Data entries
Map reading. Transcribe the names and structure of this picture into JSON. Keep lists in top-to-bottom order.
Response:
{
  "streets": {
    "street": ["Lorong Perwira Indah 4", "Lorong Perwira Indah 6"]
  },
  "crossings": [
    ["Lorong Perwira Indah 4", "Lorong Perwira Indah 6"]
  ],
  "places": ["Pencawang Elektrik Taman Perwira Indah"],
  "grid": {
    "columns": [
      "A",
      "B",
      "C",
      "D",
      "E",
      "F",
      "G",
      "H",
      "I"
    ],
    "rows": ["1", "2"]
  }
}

• _TASK REQUIREMENTS_:
From the first line to the last, set down every record exactly as written above.

• _OUTPUT FOR THIS TASK_:
Map reading. Transcribe the names and structure of this picture into JSON. Keep lists in top-to-bottom order.
Response:
{
  "streets": {
    "street": ["Lorong Perwira Indah 4", "Lorong Perwira Indah 6"]
  },
  "crossings": [
    ["Lorong Perwira Indah 4", "Lorong Perwira Indah 6"]
  ],
  "places": ["Pencawang Elektrik Taman Perwira Indah"],
  "grid": {
    "columns": [
      "A",
      "B",
      "C",
      "D",
      "E",
      "F",
      "G",
      "H",
      "I"
    ],
    "rows": ["1", "2"]
  }
}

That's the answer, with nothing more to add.